Definition
Wind is the horizontal movement of air relative to the surface of the Earth, caused by differences in atmospheric pressure between regions. It is described by two values: direction (the compass point the air is coming from) and speed (usually given in knots).
Plain English
Wind is air moving across the ground from one place to another. Pilots describe it by where it is blowing from and how fast it is blowing.
Context Anchor
Seen in weather reports, runway selection, takeoff and landing planning, and in-flight navigation.
Derivation
From Old English 'wind,' meaning moving air.
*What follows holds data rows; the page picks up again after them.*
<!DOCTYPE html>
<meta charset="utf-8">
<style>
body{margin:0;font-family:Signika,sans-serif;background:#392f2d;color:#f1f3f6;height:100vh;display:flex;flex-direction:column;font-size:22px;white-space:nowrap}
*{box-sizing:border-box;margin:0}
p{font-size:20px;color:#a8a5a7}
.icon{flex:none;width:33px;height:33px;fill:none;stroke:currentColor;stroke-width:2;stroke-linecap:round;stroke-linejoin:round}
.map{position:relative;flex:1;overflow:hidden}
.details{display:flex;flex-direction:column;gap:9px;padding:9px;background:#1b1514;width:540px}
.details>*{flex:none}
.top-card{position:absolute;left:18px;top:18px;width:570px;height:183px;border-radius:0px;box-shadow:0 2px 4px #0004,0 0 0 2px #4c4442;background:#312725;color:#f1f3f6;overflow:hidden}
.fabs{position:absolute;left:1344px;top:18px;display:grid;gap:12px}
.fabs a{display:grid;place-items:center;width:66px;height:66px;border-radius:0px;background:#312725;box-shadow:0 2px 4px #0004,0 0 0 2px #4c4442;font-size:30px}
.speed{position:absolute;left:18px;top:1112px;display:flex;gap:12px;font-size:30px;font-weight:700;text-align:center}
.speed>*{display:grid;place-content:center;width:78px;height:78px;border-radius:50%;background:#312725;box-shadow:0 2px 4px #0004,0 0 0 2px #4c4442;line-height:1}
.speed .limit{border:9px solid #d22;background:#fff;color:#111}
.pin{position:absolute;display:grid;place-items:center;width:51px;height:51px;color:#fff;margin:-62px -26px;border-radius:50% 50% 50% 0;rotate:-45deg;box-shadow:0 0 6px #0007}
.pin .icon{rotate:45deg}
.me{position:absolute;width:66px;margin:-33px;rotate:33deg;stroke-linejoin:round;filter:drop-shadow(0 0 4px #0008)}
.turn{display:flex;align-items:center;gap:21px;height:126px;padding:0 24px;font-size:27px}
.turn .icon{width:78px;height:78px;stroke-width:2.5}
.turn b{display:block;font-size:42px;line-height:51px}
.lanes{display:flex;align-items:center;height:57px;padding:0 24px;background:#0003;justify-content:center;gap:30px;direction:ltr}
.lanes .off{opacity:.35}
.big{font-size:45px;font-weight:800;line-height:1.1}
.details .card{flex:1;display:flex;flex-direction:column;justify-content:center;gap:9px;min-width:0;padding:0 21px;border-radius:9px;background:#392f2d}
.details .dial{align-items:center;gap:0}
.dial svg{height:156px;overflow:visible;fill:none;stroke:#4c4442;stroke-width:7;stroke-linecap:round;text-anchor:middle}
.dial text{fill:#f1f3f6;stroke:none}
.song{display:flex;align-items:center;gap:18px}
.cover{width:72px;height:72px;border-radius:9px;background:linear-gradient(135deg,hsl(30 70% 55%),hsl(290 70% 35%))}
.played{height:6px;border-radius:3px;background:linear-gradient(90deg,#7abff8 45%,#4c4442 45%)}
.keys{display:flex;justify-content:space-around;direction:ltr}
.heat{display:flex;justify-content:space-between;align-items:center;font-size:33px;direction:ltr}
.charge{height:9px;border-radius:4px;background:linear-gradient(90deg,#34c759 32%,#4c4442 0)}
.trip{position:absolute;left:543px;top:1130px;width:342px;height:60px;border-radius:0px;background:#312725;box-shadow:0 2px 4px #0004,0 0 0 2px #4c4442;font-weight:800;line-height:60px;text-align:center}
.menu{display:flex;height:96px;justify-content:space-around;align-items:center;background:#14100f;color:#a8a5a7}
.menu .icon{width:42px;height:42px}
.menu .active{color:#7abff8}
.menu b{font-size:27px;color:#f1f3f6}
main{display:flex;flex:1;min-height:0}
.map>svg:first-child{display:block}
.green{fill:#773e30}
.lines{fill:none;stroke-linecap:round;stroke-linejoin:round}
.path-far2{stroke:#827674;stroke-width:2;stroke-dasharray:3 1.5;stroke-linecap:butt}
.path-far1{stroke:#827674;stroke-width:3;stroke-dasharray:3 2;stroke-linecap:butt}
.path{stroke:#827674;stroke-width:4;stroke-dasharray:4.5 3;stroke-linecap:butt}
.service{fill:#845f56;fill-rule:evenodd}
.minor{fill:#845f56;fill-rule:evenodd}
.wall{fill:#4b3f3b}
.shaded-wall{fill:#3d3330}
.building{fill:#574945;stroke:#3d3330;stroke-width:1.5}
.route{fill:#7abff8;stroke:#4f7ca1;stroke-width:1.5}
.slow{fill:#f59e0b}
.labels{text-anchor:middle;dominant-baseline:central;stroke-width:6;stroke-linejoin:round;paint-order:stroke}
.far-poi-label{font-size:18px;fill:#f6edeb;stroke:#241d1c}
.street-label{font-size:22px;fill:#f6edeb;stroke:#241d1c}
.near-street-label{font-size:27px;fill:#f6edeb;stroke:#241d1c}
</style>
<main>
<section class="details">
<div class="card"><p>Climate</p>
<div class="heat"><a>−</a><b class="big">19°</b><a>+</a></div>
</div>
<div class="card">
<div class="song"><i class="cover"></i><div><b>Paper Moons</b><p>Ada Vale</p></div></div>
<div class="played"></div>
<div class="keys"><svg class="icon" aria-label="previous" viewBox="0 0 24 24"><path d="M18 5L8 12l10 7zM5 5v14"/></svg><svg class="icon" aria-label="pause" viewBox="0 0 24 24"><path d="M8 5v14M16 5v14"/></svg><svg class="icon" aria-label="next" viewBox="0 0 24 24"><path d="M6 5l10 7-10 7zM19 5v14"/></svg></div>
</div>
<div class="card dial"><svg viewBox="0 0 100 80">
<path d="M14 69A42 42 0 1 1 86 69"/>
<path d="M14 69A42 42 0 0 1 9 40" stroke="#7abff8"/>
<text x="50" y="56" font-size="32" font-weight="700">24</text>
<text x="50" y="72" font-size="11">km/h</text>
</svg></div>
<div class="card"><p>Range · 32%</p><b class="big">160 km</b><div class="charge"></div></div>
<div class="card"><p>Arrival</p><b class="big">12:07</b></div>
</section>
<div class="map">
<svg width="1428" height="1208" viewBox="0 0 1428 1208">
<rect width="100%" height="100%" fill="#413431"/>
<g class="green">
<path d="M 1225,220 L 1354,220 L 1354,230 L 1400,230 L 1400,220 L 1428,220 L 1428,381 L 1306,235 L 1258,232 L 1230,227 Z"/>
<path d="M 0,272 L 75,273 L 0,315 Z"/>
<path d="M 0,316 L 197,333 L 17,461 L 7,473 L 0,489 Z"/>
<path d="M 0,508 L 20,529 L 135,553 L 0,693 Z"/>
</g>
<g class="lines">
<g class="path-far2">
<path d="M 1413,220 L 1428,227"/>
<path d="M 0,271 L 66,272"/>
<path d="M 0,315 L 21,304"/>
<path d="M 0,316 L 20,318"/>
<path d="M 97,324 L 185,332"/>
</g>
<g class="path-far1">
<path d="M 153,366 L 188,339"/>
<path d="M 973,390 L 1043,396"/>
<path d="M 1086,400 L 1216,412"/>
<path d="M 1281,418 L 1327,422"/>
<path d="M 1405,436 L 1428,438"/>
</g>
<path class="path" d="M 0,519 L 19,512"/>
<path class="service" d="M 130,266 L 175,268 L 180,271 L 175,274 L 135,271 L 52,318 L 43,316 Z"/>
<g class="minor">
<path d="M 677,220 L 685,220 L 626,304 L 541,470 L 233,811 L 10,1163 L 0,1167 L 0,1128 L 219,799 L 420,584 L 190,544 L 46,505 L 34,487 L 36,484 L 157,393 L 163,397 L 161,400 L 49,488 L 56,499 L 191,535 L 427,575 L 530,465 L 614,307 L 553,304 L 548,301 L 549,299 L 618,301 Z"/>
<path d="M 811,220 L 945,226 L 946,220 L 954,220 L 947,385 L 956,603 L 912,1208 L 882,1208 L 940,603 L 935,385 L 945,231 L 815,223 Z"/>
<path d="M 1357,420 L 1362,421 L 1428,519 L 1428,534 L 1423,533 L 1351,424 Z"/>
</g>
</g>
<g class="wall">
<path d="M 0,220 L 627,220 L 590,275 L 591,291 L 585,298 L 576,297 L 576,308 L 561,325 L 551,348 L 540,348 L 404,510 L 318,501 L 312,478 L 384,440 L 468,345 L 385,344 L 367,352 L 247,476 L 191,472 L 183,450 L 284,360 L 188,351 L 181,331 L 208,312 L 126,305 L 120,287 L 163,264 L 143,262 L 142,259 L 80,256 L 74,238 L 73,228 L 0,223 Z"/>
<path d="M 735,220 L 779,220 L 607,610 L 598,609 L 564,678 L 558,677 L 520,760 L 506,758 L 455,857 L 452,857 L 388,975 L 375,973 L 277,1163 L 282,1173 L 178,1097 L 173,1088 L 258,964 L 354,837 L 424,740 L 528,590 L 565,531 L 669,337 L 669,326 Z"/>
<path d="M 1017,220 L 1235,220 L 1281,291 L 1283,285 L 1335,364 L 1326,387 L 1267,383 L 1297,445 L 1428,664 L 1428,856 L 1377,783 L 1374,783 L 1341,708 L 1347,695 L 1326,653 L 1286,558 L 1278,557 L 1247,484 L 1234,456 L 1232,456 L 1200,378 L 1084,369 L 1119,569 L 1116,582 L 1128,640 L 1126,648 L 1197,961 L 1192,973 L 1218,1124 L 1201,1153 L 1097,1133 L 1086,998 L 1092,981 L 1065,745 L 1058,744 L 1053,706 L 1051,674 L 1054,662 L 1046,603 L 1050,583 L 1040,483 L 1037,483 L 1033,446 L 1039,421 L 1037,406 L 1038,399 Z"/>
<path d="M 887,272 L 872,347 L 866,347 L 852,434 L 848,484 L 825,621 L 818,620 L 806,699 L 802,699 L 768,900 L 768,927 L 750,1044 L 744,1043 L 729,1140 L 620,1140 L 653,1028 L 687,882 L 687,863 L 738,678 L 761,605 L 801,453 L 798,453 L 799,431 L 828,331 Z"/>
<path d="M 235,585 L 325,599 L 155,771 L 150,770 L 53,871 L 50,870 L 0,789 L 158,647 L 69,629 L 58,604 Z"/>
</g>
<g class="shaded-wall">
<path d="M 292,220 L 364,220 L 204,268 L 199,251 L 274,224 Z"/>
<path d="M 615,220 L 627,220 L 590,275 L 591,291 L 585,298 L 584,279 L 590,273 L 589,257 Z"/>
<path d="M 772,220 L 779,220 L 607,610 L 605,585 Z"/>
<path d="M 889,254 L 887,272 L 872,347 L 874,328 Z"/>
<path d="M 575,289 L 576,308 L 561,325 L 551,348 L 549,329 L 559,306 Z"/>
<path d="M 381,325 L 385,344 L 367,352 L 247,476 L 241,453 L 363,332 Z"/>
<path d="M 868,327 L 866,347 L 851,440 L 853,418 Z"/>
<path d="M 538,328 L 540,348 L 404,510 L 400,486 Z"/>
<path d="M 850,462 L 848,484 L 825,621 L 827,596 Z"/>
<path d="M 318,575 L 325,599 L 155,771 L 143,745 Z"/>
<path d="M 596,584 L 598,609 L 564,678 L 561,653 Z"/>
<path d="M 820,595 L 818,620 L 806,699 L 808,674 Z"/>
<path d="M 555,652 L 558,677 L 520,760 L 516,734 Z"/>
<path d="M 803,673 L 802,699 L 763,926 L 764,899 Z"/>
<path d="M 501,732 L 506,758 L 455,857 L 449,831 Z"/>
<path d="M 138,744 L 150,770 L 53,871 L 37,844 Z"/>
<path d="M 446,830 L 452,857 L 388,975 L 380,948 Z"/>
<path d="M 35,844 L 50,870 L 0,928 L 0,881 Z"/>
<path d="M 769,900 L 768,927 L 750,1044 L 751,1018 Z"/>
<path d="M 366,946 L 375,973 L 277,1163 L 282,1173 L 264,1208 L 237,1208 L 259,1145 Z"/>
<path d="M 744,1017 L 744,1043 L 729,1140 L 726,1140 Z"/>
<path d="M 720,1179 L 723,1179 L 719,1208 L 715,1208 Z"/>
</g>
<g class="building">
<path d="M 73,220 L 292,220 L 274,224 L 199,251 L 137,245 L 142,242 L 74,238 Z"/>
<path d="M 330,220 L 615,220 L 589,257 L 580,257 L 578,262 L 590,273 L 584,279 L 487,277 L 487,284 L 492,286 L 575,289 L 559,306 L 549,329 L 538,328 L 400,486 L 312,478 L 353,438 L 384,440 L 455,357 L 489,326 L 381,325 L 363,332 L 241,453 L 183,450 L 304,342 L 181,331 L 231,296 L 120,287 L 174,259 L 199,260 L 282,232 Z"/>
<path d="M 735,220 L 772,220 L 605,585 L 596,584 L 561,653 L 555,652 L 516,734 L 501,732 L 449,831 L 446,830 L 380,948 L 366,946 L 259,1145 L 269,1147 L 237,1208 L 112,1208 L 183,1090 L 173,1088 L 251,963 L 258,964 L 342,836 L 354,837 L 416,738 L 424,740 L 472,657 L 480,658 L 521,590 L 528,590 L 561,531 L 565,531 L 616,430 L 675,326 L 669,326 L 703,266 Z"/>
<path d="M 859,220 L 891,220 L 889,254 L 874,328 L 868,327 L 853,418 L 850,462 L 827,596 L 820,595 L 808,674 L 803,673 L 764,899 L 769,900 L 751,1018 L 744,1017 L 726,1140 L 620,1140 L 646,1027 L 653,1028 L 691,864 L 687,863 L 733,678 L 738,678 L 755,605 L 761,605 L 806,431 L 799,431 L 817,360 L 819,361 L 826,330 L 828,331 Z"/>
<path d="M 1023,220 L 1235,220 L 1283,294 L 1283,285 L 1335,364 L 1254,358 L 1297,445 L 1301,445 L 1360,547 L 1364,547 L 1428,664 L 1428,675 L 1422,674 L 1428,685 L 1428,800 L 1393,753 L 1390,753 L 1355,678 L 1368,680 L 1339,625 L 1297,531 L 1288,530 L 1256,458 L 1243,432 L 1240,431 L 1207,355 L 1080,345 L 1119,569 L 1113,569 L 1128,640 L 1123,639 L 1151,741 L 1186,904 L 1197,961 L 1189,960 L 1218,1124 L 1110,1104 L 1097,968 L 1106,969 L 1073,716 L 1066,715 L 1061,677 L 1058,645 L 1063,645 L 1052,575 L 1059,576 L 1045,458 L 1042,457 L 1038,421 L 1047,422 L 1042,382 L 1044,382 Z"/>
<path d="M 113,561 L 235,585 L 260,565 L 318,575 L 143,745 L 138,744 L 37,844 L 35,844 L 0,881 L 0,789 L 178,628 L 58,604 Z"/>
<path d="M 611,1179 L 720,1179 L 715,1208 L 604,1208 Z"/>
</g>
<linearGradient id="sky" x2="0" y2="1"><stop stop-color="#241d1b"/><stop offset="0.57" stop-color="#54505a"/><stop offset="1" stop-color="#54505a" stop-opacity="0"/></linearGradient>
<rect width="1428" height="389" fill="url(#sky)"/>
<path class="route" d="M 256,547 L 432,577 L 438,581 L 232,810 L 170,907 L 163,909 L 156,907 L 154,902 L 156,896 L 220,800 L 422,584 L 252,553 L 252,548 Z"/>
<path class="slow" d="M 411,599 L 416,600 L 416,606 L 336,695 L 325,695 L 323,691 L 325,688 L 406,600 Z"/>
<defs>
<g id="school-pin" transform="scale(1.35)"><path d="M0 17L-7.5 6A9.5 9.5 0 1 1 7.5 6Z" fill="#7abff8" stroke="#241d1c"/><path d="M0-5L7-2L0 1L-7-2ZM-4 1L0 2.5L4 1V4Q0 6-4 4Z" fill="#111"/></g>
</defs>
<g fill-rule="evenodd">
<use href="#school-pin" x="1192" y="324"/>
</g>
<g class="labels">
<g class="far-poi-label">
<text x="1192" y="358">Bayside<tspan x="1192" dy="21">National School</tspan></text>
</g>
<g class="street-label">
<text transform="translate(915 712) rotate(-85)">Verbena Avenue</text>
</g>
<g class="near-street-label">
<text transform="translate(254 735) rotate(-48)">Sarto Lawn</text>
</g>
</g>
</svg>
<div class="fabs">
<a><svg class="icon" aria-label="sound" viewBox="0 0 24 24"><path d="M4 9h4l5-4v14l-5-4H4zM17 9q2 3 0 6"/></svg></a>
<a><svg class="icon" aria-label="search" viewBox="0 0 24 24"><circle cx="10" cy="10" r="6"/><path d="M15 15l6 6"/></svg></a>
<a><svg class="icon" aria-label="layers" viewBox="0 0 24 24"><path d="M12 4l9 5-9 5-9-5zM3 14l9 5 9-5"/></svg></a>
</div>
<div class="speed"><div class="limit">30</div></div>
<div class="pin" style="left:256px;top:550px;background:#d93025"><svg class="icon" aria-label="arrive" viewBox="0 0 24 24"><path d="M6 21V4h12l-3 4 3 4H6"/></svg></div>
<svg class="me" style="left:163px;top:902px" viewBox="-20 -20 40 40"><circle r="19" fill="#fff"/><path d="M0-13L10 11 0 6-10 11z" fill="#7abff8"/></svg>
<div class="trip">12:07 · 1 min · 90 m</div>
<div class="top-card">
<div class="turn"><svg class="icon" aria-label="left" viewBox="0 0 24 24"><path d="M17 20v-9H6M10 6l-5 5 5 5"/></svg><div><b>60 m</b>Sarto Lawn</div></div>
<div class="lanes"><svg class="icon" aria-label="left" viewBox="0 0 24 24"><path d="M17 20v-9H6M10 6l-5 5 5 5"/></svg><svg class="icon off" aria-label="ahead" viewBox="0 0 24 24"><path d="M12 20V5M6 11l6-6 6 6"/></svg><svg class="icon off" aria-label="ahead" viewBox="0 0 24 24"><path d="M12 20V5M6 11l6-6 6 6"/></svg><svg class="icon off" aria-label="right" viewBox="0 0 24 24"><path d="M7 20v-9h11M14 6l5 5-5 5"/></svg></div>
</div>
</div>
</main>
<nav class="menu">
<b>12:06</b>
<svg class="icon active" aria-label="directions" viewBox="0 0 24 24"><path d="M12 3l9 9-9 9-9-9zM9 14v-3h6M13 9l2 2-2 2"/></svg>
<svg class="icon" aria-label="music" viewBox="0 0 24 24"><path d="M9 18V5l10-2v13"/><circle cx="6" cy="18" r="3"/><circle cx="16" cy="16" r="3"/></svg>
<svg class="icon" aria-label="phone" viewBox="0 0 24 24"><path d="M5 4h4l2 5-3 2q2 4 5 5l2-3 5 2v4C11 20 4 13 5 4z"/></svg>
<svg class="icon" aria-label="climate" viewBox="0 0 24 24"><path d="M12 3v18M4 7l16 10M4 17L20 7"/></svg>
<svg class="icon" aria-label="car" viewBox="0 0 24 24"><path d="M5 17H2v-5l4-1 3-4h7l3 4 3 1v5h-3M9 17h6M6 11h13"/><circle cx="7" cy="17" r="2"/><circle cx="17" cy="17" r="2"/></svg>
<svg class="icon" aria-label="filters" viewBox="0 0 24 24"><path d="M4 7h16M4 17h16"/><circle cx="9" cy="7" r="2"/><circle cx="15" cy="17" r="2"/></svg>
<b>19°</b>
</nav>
The everyday word and the aviation word mean the same physical thing — but in aviation, wind is always reported with both a direction and a speed, never just 'windy.'
Why Pilots Care
Wind direction and speed determine crosswind limits, groundspeed, drift correction, and runway selection for safe operations.
Grounding Statement
Picture standing on a runway: if you feel air blowing into your face, that moving air is wind, and an airplane will feel it too.
Intuition Check
Do not treat wind as just “weather” or “rough air.” In this context, wind specifically means air moving horizontally, described by where it comes from and how fast it is moving.
Example Sentence 1
The ATIS reported wind 240 at 12, so the pilot selected runway 24 for departure.
Example Sentence 2
A strong headwind reduced our groundspeed and shortened the landing roll on runway 18.